FoundationDB's Transaction Model for Layer Engineers

FoundationDB gives you serializable transactions with external consistency, automatic sharding, and fault tolerance. But once your first layer hits production under real load, you start seeing transaction conflicts you don't understand. The logic looks correct: read a key, check a condition, write the result. Under load, conflicts pile up and throughput collapses.

🔗How OCC Works

FoundationDB implements these guarantees using Optimistic Concurrency Control (OCC). Your transaction runs without holding any locks. It reads from a consistent snapshot, does its work, and at commit time the system checks whether anything you read was modified by another transaction since you started. If yes, your transaction is aborted and retried. If no, it commits atomically.

All writes are buffered locally in the client until commit. Nothing goes to the cluster while your transaction is running. At commit time, the client sends the buffered writes and the read/write conflict sets to the Resolver in a single request. A read-only transaction that calls commit is mostly a no-op: the network thread checks there are no writes to send and skips the round-trip.

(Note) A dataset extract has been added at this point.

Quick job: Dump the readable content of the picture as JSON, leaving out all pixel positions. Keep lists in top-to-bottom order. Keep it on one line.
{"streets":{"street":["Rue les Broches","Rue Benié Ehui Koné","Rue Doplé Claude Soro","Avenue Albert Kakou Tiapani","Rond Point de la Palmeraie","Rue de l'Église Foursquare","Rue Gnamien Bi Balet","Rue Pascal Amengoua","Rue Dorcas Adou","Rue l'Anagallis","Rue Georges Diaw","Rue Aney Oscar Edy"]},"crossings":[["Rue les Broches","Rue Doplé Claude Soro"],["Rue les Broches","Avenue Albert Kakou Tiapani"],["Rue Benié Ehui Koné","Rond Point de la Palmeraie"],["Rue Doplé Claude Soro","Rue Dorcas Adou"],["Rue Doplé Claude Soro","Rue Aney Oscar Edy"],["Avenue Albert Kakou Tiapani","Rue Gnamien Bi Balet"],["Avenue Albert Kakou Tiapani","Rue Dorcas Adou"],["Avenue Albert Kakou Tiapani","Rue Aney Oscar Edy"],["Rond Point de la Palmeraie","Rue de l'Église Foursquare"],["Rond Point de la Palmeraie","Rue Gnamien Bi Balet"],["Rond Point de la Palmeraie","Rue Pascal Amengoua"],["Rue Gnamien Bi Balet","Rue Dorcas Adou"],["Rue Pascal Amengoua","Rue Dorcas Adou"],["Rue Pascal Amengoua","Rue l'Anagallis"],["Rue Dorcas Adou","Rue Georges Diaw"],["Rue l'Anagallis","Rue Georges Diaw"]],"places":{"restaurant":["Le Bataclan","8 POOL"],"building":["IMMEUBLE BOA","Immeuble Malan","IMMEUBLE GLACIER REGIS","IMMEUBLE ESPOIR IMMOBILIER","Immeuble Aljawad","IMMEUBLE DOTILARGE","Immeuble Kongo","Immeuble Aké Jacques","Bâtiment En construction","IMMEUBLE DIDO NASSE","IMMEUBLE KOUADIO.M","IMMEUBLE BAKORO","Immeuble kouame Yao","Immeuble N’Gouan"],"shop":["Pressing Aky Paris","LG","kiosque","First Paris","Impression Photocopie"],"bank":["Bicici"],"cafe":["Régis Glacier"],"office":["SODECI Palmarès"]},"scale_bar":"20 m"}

No locks means no waiting, but it also means your reads and writes play different roles in conflict detection. Your reads determine whether YOU can conflict. Your writes determine what OTHER transactions will conflict with.

A read-only transaction never conflicts. It observes a snapshot and goes away. A write-only transaction also never conflicts. It blindly sets keys and commits. Only transactions that both read and write can fail. When they do, your writes don't cause your conflicts. Your reads do. The writes cause problems for future transactions, but your transaction was doomed the moment you issued reads on keys that someone else was modifying. Every time you add a read to a transaction, ask yourself: do I actually need to conflict on this?

🔗Read Version, Commit Version, and the Window of Vulnerability

When your transaction starts, it obtains a read version from the cluster. All your reads see a consistent snapshot frozen at that version. When you commit, your transaction gets a commit version, guaranteed to be higher. Between these two versions lies what I call the Window of Vulnerability: any key you read that was modified by another committed transaction within this window will cause your transaction to abort.

read version                                          commit version
     │                                                      │
     ▼                                                      ▼
─────┼──────────────────────────────────────────────────────┼────── time
     │              Window of Vulnerability                 │
     │◄────────────────────────────────────────────────────►│
     │                                                      │
     │   your reads see          other transactions         │
     │   a frozen snapshot       may commit writes here     │

The longer your transaction runs, the wider this window grows. FoundationDB enforces a strict 5-second transaction limit, which is exactly 5 million versions (MAX_WRITE_TRANSACTION_LIFE_VERSIONS = 5 * VERSIONS_PER_SECOND). The Resolver tracks conflict history in memory up to this age; transactions older than currentVersion - 5,000,000 are rejected as "transaction too old."

A transaction that completes in 50 milliseconds has almost no exposure. A transaction that takes 4.5 seconds is exposed to every concurrent write on every key it read.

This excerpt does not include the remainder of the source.